Third, ideas about general individual rights, and human rights more specifically, did not diffuse in a linear fashion, passing from the West to the rest of the world as a prepackaged bundle. As subject peoples have appropriated ideas about rights, they have reinterpreted them in light of their own cultures and experiences. It is notable that, in negotiating the two international covenants on human rights, postcolonial states openly confronted the West in insisting that the new norms had to apply to all humans, without any exemptions for imperial spheres of influence.
Finally, individual rights only win out through political struggle. By challenging the beneficiaries of existing orders, and calling into question traditional ideas and practices, they consistently generate controversy and resistance. This was the case in the Reformation, in the crisis of the Spanish Empire, and in the anticolonial struggles of the twentieth century, both within particular colonies and in the arena of the United Nations. It has also been the case with the rights of workers, women, religious communities, peoples of color, and with every other attempt to expand the zone of human rights.
The deeper politics of human rights is still apparent almost everywhere in the world. The institution of empire may be dead, along with its great historical manifestations, but autocratic sovereign states, built on regimes of unequal social and political entitlements, are far from extinct. They rule in a world, however, in which the genie of human rights has escaped its bottle. From China to Sudan -- even in liberal states that fail to uphold their own values -- people are campaigning for human rights. That these struggles occur with flagging and inconsistent support from Western powers is simply business as usual.

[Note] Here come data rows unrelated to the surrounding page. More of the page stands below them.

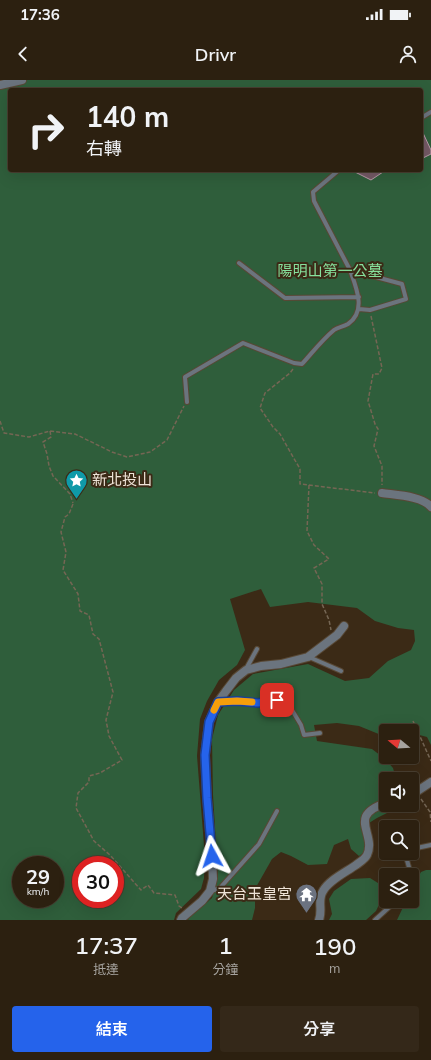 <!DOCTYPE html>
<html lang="zh-TW">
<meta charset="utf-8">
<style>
body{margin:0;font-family:Mulish,"Noto Sans TC",sans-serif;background:#342819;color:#f1f3f6;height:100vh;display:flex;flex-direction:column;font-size:15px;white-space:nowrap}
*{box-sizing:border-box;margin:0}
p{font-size:13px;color:#a6a39f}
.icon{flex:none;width:22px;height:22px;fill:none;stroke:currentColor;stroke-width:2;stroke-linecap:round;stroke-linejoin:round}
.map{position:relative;height:840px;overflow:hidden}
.sheet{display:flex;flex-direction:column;background:#2c2010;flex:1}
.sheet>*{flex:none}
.guide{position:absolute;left:8px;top:8px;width:415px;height:84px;border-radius:4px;box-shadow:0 4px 16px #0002,0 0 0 1px #483e30;background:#2c2010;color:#f1f3f6;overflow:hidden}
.needle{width:26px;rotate:288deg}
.tools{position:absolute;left:379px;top:644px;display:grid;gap:8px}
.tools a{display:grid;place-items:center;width:40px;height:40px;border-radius:4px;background:#2c2010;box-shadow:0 4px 16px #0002,0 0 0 1px #483e30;font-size:20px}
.speed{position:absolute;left:12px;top:776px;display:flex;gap:8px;font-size:20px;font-weight:700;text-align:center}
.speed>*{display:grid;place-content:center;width:52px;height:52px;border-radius:50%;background:#2c2010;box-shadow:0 4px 16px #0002,0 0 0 1px #483e30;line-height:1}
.speed small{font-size:10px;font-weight:400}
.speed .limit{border:6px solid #d22;background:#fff;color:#111}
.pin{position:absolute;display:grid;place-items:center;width:34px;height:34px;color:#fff;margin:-17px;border-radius:8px;box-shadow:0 2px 6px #0006}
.me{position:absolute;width:44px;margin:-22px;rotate:355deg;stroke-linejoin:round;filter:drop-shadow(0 0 3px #0008)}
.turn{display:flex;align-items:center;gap:14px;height:84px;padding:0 12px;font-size:18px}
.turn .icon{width:52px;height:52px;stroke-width:2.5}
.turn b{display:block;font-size:28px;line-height:34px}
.eta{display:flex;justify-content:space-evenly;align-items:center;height:68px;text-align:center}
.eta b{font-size:24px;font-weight:600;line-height:28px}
.primary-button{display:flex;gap:8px;margin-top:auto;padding:8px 12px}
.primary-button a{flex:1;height:46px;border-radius:4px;background:#2563eb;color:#fff;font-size:16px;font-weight:600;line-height:46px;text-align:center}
.primary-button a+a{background:#342819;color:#f1f3f6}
.status{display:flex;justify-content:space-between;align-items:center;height:28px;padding:0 20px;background:#2c2010;direction:ltr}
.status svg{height:11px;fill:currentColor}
header{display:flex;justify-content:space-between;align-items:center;height:52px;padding:0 12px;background:#2c2010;font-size:18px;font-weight:600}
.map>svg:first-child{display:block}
.green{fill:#2f5e3b;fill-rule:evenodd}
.building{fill:#745965;stroke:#b99ba8}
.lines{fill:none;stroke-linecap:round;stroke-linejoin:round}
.service-casing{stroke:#584835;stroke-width:6}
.minor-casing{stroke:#584835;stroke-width:10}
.path{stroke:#756654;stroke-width:1.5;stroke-dasharray:4 2;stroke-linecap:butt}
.service{stroke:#6b747e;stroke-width:4}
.minor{stroke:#6b747e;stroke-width:8}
.route-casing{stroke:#184099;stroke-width:10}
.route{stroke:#2563eb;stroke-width:7}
.slow{stroke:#f59e0b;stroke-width:7}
.labels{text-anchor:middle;stroke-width:4;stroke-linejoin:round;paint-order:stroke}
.park-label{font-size:15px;fill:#86e09c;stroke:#3b2a16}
.poi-label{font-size:15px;fill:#eee3d7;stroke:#3b2a16;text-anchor:start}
</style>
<div class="status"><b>17:36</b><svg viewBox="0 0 49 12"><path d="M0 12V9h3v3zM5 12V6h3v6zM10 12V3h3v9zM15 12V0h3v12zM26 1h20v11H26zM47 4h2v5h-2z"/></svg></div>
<header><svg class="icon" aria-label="back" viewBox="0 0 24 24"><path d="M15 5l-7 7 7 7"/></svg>Drivr<svg class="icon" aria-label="person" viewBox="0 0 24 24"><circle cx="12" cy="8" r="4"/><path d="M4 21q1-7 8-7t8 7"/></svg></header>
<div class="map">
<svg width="431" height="840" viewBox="0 0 431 840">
<rect width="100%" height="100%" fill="#3b2a16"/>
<path class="green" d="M0,0H431V665L427,657L412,653V651H386V657L359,646L337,643L314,645L317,661L372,669L385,679L393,688L396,699H386V725H392L389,732L377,738L361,748L367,765L366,771L359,776L351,769L348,759L334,765L327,784L308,785L291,776L281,772L272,779L255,809V828L252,840H188L189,838L212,818L218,797L213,715L212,659L218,635L234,610L253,594L308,584L345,601L369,598L388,581L411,570L415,561L414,550L398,548L375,541L357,528L308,522L270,527L261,509L230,519L245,570L237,585L219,600L207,621L200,639L197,676L205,778L204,798L201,809L176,833L174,840H0ZM10,10H421V90H10ZM21,785H55V819H21ZM81,785H115V819H81Z
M426,790H431V840H397L406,821H412V808L421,792Z
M370,798L378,803L384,814L376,831L366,840H329L332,834L329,819L334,811L351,799Z"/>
<path class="building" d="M423,53L431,70V74L421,79V54Z
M356,90H386L371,100L355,92Z"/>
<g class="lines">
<defs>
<path id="service" d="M421,38L431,32
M239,183L285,218L359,217
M350,190L402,204L406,219L370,230L359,229
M187,322L185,297L243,263L294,283L302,284C312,273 322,260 334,250C338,247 343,247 348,244C367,231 356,207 350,190L314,121L313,112L339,90
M309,577L341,591
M246,589L257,569
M218,622L237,621L258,623L277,621L292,630L301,645L304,655L320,653
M412,769L431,765
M405,773L410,791L409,795
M211,811L220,808L259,764L277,731
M375,840L396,821"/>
<path id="minor" d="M0,5L22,0
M382,413C395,415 423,416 431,427
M412,714L416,712L431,702
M181,840L182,838L202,821L210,811L213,799L212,776L207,718L205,675L209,642L218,622L226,611L236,598L246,590L261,586L281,584L308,577L337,555L344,546
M319,840C323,830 317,820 323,811C329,800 346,792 356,785C360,782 365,779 367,775C377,754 346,736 386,723"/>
</defs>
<use href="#service" class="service-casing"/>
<use href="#minor" class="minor-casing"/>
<path class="path" d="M371,236L382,288L379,294H373L368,321L375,344L378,349L374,366L382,386V405
M293,289L290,293L265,313L260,328L273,347L280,354L300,389V404L375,413
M0,341L4,353L29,357L50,351L75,354L112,372L127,377L150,372L167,360L184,326
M50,351L51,357L43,362L47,374L49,386L53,396L70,414L73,423
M309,405L307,451L314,465L329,479L314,488L322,504V524L329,540L331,550
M73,424L69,434L65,437L61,452L66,472L63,490L78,514L80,531L89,535L93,554L99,559L113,612L106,640L109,656L122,680L100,693L89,696V702L78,713L76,728L94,761L111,776L141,810L148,805L154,813L175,815L179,826L182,828
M413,641L431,681
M421,719L430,732L431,742"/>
<use href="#service" class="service"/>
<use href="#minor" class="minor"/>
</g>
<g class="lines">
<defs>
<path id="route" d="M212,776L207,718L205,675L209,642L218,622L237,621L258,623L277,620"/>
</defs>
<use href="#route" class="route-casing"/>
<use href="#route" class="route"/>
<path class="slow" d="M214,630L218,622L237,621L252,622"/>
</g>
<defs>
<symbol id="sight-pin" viewBox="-11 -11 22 30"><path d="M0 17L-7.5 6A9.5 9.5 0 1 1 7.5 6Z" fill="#0f9aa8" stroke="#3b2a16"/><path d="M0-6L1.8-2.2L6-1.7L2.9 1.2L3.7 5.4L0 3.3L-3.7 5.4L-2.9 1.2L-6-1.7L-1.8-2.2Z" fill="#fff"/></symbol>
<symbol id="temple-pin" viewBox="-11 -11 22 30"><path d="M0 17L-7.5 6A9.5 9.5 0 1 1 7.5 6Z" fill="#6b7280" stroke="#3b2a16"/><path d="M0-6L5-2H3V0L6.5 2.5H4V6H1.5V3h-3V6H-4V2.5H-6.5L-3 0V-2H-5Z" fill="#fff"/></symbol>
</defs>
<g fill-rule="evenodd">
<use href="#sight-pin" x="64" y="388" width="25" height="34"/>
<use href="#temple-pin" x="294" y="802" width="25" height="34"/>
</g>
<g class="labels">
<g class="park-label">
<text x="330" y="196">陽明山第一公墓</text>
</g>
<g class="poi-label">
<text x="92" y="405">新北投山</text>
<text x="292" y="819" text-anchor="end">天台玉皇宮</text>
</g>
</g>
</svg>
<div class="tools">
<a><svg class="needle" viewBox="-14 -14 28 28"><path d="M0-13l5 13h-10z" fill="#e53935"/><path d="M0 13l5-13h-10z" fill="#a6a39f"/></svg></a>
<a><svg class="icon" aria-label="sound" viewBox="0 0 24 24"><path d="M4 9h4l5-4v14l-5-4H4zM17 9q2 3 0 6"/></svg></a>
<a><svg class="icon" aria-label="search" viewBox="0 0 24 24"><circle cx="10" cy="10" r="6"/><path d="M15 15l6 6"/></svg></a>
<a><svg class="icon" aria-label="layers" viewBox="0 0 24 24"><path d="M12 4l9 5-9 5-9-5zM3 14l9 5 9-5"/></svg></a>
</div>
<div class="speed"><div>29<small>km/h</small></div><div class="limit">30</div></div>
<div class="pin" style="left:277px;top:620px;background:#d93025"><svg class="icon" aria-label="arrive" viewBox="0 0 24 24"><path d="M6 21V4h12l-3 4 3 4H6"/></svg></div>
<svg class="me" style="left:212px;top:776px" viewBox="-20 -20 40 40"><path d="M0-17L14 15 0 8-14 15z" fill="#2563eb" stroke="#fff" stroke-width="4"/></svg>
<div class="guide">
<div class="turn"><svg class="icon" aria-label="right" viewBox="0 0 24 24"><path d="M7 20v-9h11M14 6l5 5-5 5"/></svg><div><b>140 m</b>右轉</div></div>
</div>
</div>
<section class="sheet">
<div class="eta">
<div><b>17:37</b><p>抵達</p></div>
<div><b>1</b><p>分鐘</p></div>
<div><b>190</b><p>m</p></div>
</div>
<div class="primary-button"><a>結束</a><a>分享</a></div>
</section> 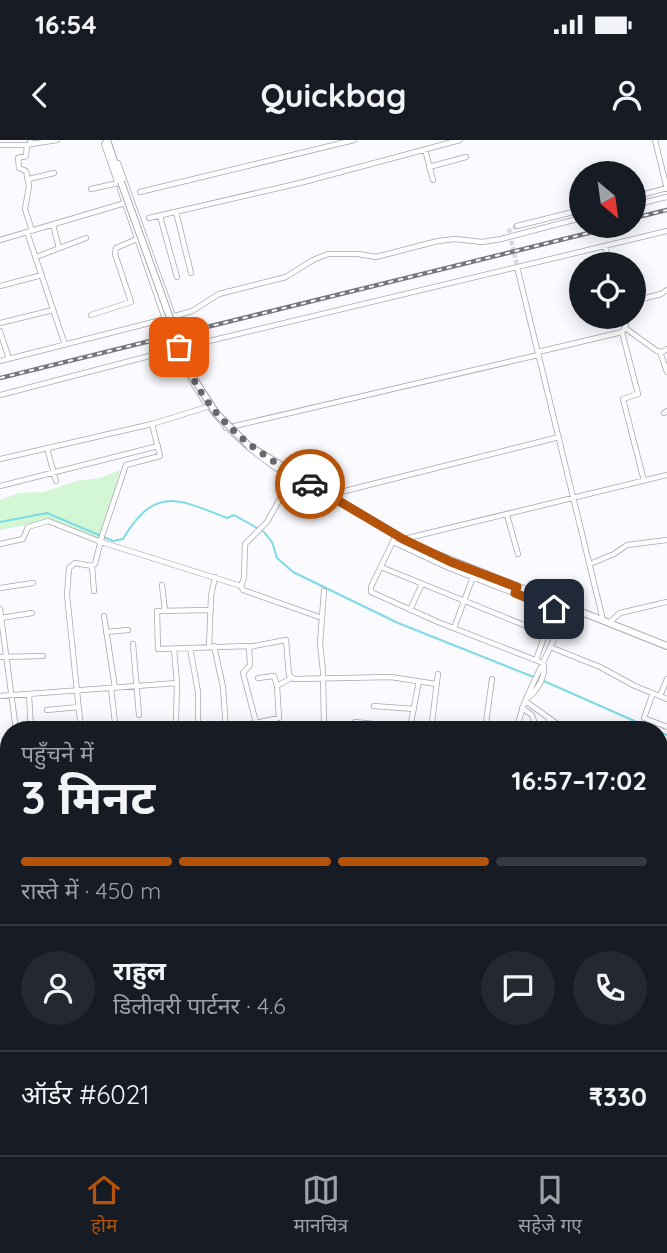 <!DOCTYPE html>
<html lang="hi">
<meta charset="utf-8">
<style>
body{margin:0;font-family:Quicksand,"Noto Sans Devanagari",sans-serif;background:#242831;color:#f1f3f6;height:100vh;display:flex;flex-direction:column;font-size:26px;white-space:nowrap}
*{box-sizing:border-box;margin:0}
p{font-size:23px;color:#9ea1a6}
.icon{flex:none;width:38px;height:38px;fill:none;stroke:currentColor;stroke-width:2;stroke-linecap:round;stroke-linejoin:round}
.map{position:relative;flex:1;overflow:hidden}
.details{position:absolute;left:0px;top:581px;width:668px;height:434px;display:flex;flex-direction:column;background:#171b24;border-radius:28px 28px 0 0;box-shadow:0 4px 18px #0003}
.details>*{flex:none}
.needle{width:46px;rotate:151deg}
.tools{position:absolute;left:569px;top:21px;display:grid;gap:14px}
.tools a{display:grid;place-items:center;width:77px;height:77px;border-radius:50%;background:#171b24;box-shadow:0 4px 18px #0003;font-size:35px}
.pin{position:absolute;display:grid;place-items:center;width:60px;height:60px;color:#fff;margin:-30px;border-radius:14px;box-shadow:0 4px 10px #0006}
.courier{position:absolute;display:grid;place-items:center;width:70px;height:70px;margin:-35px;border:5px solid #b45309;border-radius:50%;background:#fff;color:#222;box-shadow:0 2px 9px #0007}
.overview em{font-style:normal;font-weight:700}
.overview div{display:flex;flex-direction:column-reverse}
.overview{display:flex;align-items:center;justify-content:space-between;height:119px;padding:0 21px}
h1{font-size:46px;font-weight:700;line-height:52px}
.bar{display:grid;grid-template-columns:repeat(4,1fr);gap:10px 7px;align-content:center;height:84px;padding:0 21px}
.bar i{height:9px;border-radius:5px;background:#363941}
.bar .active{background:#b45309}
.bar p{grid-column:span 4}
.line{display:flex;align-items:center;gap:18px;padding:0 21px;border-top:2px solid #363941}
.line div{flex:1}
.round{display:grid;place-items:center;flex:none;width:74px;height:74px;border-radius:37px;background:#242831}
.status{display:flex;justify-content:space-between;align-items:center;height:49px;padding:0 35px;background:#171b24;direction:ltr}
.status svg{height:19px;fill:currentColor}
header{display:flex;justify-content:space-between;align-items:center;height:91px;padding:0 21px;background:#171b24;font-size:32px;font-weight:700}
.tab-bar{display:flex;justify-content:space-around;align-items:center;height:98px;border-top:2px solid #363941;background:#171b24;font-size:19px;color:#9ea1a6}
.tab-bar a{display:grid;justify-items:center;gap:4px}
.tab-bar .active{color:#b45309}
.map>svg:first-child{display:block}
.green{fill:#d3f6d5}
.lines{fill:none;stroke-linecap:round;stroke-linejoin:round}
.stream{stroke:#7cdbe6;stroke-width:2}
.minor-tunnel{stroke:#d9d8dd;stroke-width:4.5;stroke-dasharray:4.5 2;stroke-linecap:butt}
.minor-casing{stroke:#a8a6b5;stroke-width:6}
.highway-casing{stroke:#a8a6b5;stroke-width:8}
.minor{stroke:#fff;stroke-width:4.5}
.highway{stroke:#fff;stroke-width:6}
.rail-casing{stroke:#77767b;stroke-width:4.5}
.rail{stroke:#fbfafe;stroke-width:2;stroke-dasharray:5;stroke-linecap:butt}
.highway-bridge-casing{stroke:#a8a6b5;stroke-width:8;stroke-linecap:butt}
.highway-bridge{stroke:#fff;stroke-width:6}
.done{stroke:#69686d;stroke-width:7;stroke-dasharray:0 12.6}
.route{stroke:#b45309;stroke-width:9}
</style>
<div class="status"><b>16:54</b><svg viewBox="0 0 49 12"><path d="M0 12V9h3v3zM5 12V6h3v6zM10 12V3h3v9zM15 12V0h3v12zM26 1h20v11H26zM47 4h2v5h-2z"/></svg></div>
<header><svg class="icon" aria-label="back" viewBox="0 0 24 24"><path d="M15 5l-7 7 7 7"/></svg>Quickbag<svg class="icon" aria-label="person" viewBox="0 0 24 24"><circle cx="12" cy="8" r="4"/><path d="M4 21q1-7 8-7t8 7"/></svg></header>
<div class="map">
<svg width="667" height="1015" viewBox="0 0 667 1015">
<rect width="100%" height="100%" fill="#fbfafe"/>
<path class="green" d="M 120,330 L 112,364 L 99,399 L 52,380 L 0,390 L 0,360 L 19,353 L 44,352 L 76,341 L 100,338 Z"/>
<g class="lines">
<path class="stream" d="M 0,382 L 47,373 L 113,401 L 123,399 C 155,345 178,359 227,378 L 234,375 L 264,392 L 272,402 L 277,418 L 293,432 L 398,483 L 546,542 L 655,590
M 660,592 L 667,595"/>
<path class="minor-tunnel" d="M 517,86 L 509,91 L 518,130"/>
<g class="minor-casing">
<path id="minor" d="M 30,0 L 31,4 L 57,0
M 107,0 L 104,4 L 117,41
M 655,0 L 667,49
M 31,4 L 27,5 L 26,16 L 18,18 L 19,28 L 26,31 L 29,46 L 25,69 L 32,91
M 0,5 L 27,5
M 425,9 L 433,40
M 118,23 L 173,176
M 429,27 L 466,17
M 29,39 L 54,33
M 91,49 L 118,43
M 140,52 L 354,0
M 634,57 L 667,48
M 634,65 L 667,57
M 176,72 L 191,133
M 160,76 L 177,137
M 149,78 L 300,43 L 460,0
M 53,85 L 59,108
M 517,86 L 581,70
M 27,92 L 65,205
M 0,100 L 125,63
M 605,106 L 610,124
M 36,117 L 86,98
M 518,131 L 603,480
M 0,146 L 42,135
M 634,161 L 661,154 L 667,150
M 91,175 L 131,162 L 115,114 L 116,108 L 137,99
M 165,179 L 192,171 L 219,154 L 286,137 L 313,120 L 328,114 L 358,114 L 376,117 L 438,101 L 455,99 L 482,102 L 501,99 L 581,78
M 0,183 L 53,170
M 625,188 L 657,211 L 662,212 L 667,209
M 0,191 L 9,219
M 622,192 L 638,254 L 623,259 L 644,341
M 177,209 C 196,261 229,295 273,326 C 286,335 296,345 311,345
M 538,212 L 622,192 L 626,186 L 623,177
M 660,212 L 667,232
M 0,221 L 165,179 L 120,49
M 0,255 L 176,209 L 667,91
M 664,273 L 667,271
M 226,288 L 538,215
M 47,308 L 56,341
M 0,319 L 152,284
M 0,346 L 158,306
M 345,351 L 559,297
M 507,375 L 518,414
M 396,395 L 371,447 L 371,452 L 438,482 L 543,523 C 547,535 537,552 526,559
M 404,399 L 667,335
M 393,402 L 449,428 L 554,469 L 536,520
M 0,404 L 23,399 L 28,387 L 48,381 L 101,402 L 241,446 L 244,438 L 245,404 L 267,382 L 291,339
M 590,424 L 614,414 L 627,405 L 667,400
M 92,426 L 94,451
M 381,427 L 546,494
M 162,445 L 165,471
M 241,446 L 243,450 L 322,478
M 0,448 L 33,443
M 324,451 L 320,504 L 323,531 L 324,590
M 0,469 L 16,590
M 211,470 L 157,471 L 158,509 L 249,506 L 250,525 L 243,533 L 258,590
M 410,470 L 422,444
M 104,476 L 115,548
M 1,478 L 32,473
M 609,483 L 620,473 L 667,462
M 454,488 L 473,437
M 106,492 L 128,490
M 133,504 L 139,575
M 214,506 L 223,547 L 226,590
M 209,507 L 211,456 L 215,437
M 249,507 L 286,500 L 289,535 L 294,539 L 391,537 L 436,544
M 550,507 L 600,527 L 635,546 L 667,559
M 190,508 L 198,552 L 198,590
M 0,517 L 43,516
M 258,538 L 274,536 L 277,546
M 111,548 L 115,583
M 653,553 L 644,578 L 667,587
M 29,555 L 31,590
M 0,556 L 177,543
M 660,556 L 667,539
M 525,561 L 566,590
M 374,566 L 414,569
M 522,568 L 532,575 L 537,590
M 47,570 L 79,567
M 549,579 L 552,590
M 355,582 L 410,588 L 419,541
M 226,589 L 279,578 L 277,546 L 291,538
M 410,589 L 426,590
M 81,590 L 67,455 L 69,428 L 75,423 L 92,426 L 95,424 L 102,396 L 126,325 L 160,316 L 152,284 L 207,267
M 173,590 L 176,580 L 177,543 L 174,509
M 431,590 L 438,534
M 485,590 L 492,539
M 506,590 L 517,586 L 525,561 L 569,467
M 660,628 L 665,607
M 660,639 L 667,641
M 0,682 L 0,693
M 0,721 L 2,735 L 0,737
M 660,741 L 662,747 L 667,747
M 660,770 L 667,772
M 0,812 L 9,811
M 660,831 L 667,851
M 0,841 L 9,842
M 660,908 L 664,920 L 663,934
M 0,937 L 9,935
M 0,962 L 9,958
M 0,986 L 9,984
M 24,1006 L 28,1015
M 125,1006 L 127,1015
M 144,1006 L 146,1015
M 164,1006 L 165,1015
M 226,1006 L 227,1015
M 301,1006 L 302,1015
M 366,1006 L 370,1012 L 381,1006
M 392,1006 L 398,1015
M 407,1006 L 409,1009 L 413,1006
M 416,1006 L 420,1015
M 530,1006 L 531,1015
M 589,1006 L 591,1013 L 616,1006
M 638,1006 L 640,1015
M 651,1006 L 654,1015
M 505,1007 L 510,1006
M 313,1013 L 314,1015
M 31,1015 L 40,1006
M 99,1015 L 97,1009 L 101,1006
M 231,1015 L 260,1011 L 261,1006
M 560,1015 L 560,1009 L 564,1006"/>
</g>
<g class="highway-casing">
<path id="highway" d="M 107,0 L 121,42
M 249,306 L 403,399 L 428,411 L 667,506"/>
</g>
<use href="#minor" class="minor"/>
<use href="#highway" class="highway"/>
<g class="rail-casing">
<path id="rail" d="M 634,78 L 667,70
M 0,238 L 617,86"/>
</g>
<use href="#rail" class="rail"/>
<g class="highway-bridge-casing">
<path id="highway-bridge" d="M 121,42 L 189,231 L 216,273 L 249,306"/>
</g>
<use href="#highway-bridge" class="highway-bridge"/>
</g>
<g class="lines">
<path class="done" d="M 179,207 C 206,279 247,306 310,344"/>
<path class="route" d="M 310,344 L 403,399 L 451,422 L 517,447 L 515,453 L 554,469"/>
</g>
</svg>
<div class="tools">
<a><svg class="needle" viewBox="-14 -14 28 28"><path d="M0-13l5 13h-10z" fill="#e53935"/><path d="M0 13l5-13h-10z" fill="#9ea1a6"/></svg></a>
<a><svg class="icon" aria-label="locate" viewBox="0 0 24 24"><circle cx="12" cy="12" r="6"/><path d="M12 2v4M12 18v4M2 12h4M18 12h4"/></svg></a>
</div>
<div class="pin" style="left:179px;top:207px;background:#ea580c"><svg class="icon" aria-label="bag" viewBox="0 0 24 24"><path d="M5 8h14l-1 12H6zM9 8a3 3 0 0 1 6 0"/></svg></div>
<div class="pin" style="left:554px;top:469px;background:#1f2937"><svg class="icon" aria-label="home" viewBox="0 0 24 24"><path d="M3 11l9-7 9 7M6 9v11h12V9"/></svg></div>
<div class="courier" style="left:310px;top:344px"><svg class="icon" aria-label="car" viewBox="0 0 24 24"><path d="M5 17H2v-5l4-1 3-4h7l3 4 3 1v5h-3M9 17h6M6 11h13"/><circle cx="7" cy="17" r="2"/><circle cx="17" cy="17" r="2"/></svg></div>
<section class="details">
<div class="overview"><div><h1>3 मिनट</h1><p>पहुँचने में</p></div><em>16:57–17:02</em></div>
<div class="bar"><i class="active"></i><i class="active"></i><i class="active"></i><i></i><p>रास्ते में · 450 m</p></div>
<div class="line" style="height:126px"><a class="round"><svg class="icon" aria-label="person" viewBox="0 0 24 24"><circle cx="12" cy="8" r="4"/><path d="M4 21q1-7 8-7t8 7"/></svg></a><div><b>राहुल</b><p>डिलीवरी पार्टनर · 4.6</p></div><a class="round"><svg class="icon" aria-label="chat" viewBox="0 0 24 24"><path d="M4 5h16v11H9l-5 4z"/></svg></a><a class="round"><svg class="icon" aria-label="phone" viewBox="0 0 24 24"><path d="M5 4h4l2 5-3 2q2 4 5 5l2-3 5 2v4C11 20 4 13 5 4z"/></svg></a></div>
<div class="line" style="height:91px"><div>ऑर्डर #6021</div><b>₹330</b></div>
</section>
</div>
<nav class="tab-bar">
<a class="active"><svg class="icon" aria-label="home" viewBox="0 0 24 24"><path d="M3 11l9-7 9 7M6 9v11h12V9"/></svg>होम</a>
<a><svg class="icon" aria-label="map" viewBox="0 0 24 24"><path d="M3 6l6-2 6 2 6-2v14l-6 2-6-2-6 2zM9 4v14M15 6v14"/></svg>मानचित्र</a>
<a><svg class="icon" aria-label="saved" viewBox="0 0 24 24"><path d="M7 4h10v16l-5-4-5 4z"/></svg>सहेजे गए</a>
</nav>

Pessimists point to the fact that, around the world, human rights now compete with less progressive ideas, including politicized religion and the reassertion of cultural tradition. But none of this is new to the long history of human rights struggles. The politics of human rights has always been a politics of contestation. Proponents of human rights have to be prepared to struggle not only against those who are materially more powerful but also against those who have very different values. That has been true over the past five centuries, and it is still true today.